Appendix B: Retrieval Evaluation Measures

As explained in chapter 8, relevance is the standard measure for the evaluation of selection systems. It is used as a binary measure: documents are judged to be either relevant or not relevant to a given query. Given a set of relevance judgments, performance is assessed in two ways: recall is the completeness of selection performance, measured as the proportion of the relevant documents that were successfully selected; and precision is ability of the selection system to select relevant documents and not nonrelevant documents, measured as the proportion of the selected documents that are relevant. Here we use graphs to show these two measures and the relationship between them given different selection performances.

Recall Graphed

We assume a collection of 1,000 documents, of which 100 are relevant to a query. These numbers may be unrealistic, but they are convenient for explanation.
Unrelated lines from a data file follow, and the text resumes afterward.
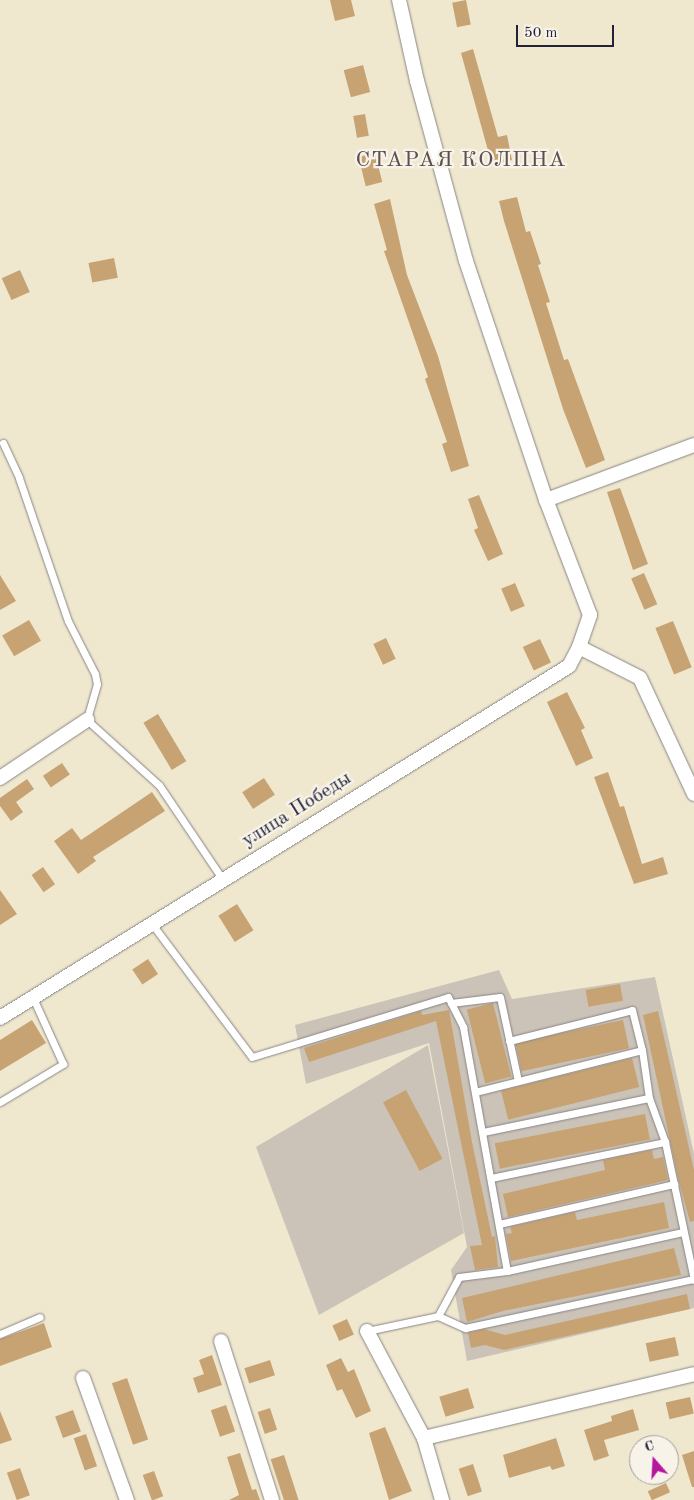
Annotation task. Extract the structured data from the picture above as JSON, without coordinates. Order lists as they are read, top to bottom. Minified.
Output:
{"streets":{"street":["улица Победы"]},"districts":["СТАРАЯ КОЛПНА"],"scale_bar":"50 m","north":"top"}
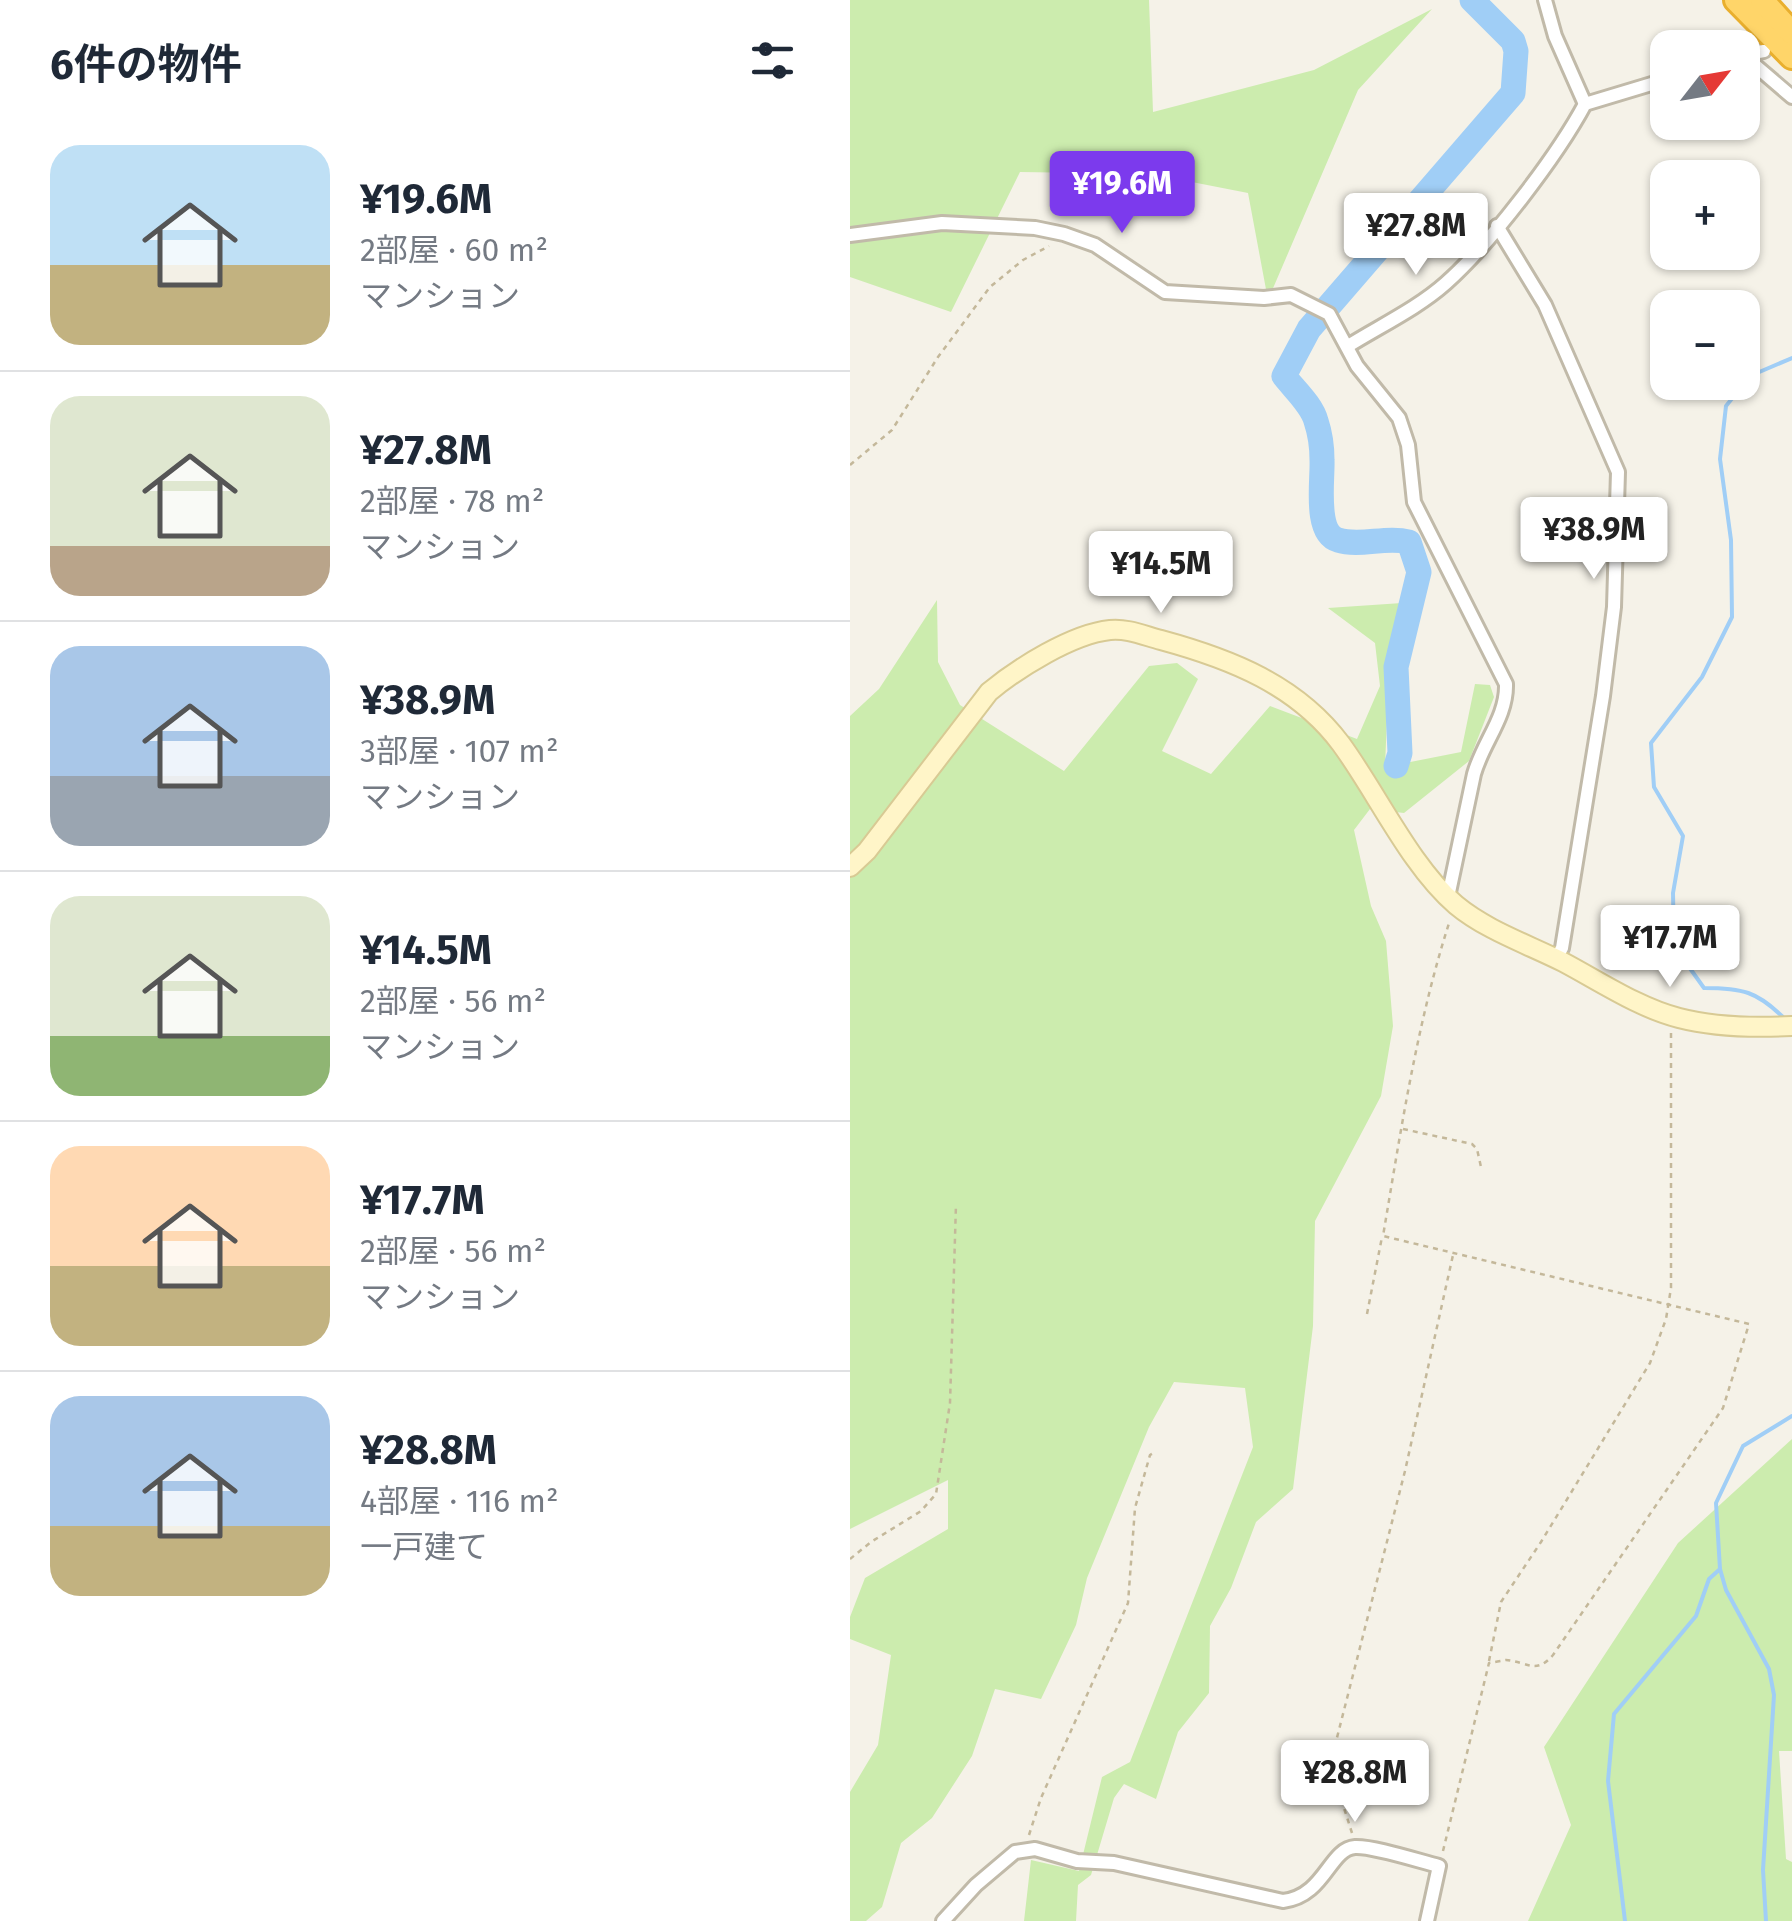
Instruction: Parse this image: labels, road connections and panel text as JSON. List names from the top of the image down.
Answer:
{
  "north": "top right",
  "page": {
    "heading": "6件の物件",
    "map_buttons": ["+", "−"],
    "list": [
      {
        "name": "¥19.6M",
        "note": "2部屋 · 60 m² · マンション"
      },
      {
        "name": "¥27.8M",
        "note": "2部屋 · 78 m² · マンション"
      },
      {
        "name": "¥38.9M",
        "note": "3部屋 · 107 m² · マンション"
      },
      {
        "name": "¥14.5M",
        "note": "2部屋 · 56 m² · マンション"
      },
      {
        "name": "¥17.7M",
        "note": "2部屋 · 56 m² · マンション"
      },
      {
        "name": "¥28.8M",
        "note": "4部屋 · 116 m² · 一戸建て"
      }
    ],
    "price": [
      "¥19.6M",
      "¥27.8M",
      "¥38.9M",
      "¥14.5M",
      "¥17.7M",
      "¥28.8M"
    ]
  }
}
A graph (figure 11) is calibrated 0–1,000 on the horizontal axis for the number of documents in the collection selected (the retrieved set) and vertically 0–100% for recall, the proportion of the relevant 100 documents that have been retrieved. A recall graph necessarily starts at the origin (bottom left, O) when no items have been retrieved and must end when all documents, relevant or not, have been retrieved at the top right corner (A). So all recall curves must start at the origin, lower left, and end at the top right. The interest is in the shape of the line from O to A.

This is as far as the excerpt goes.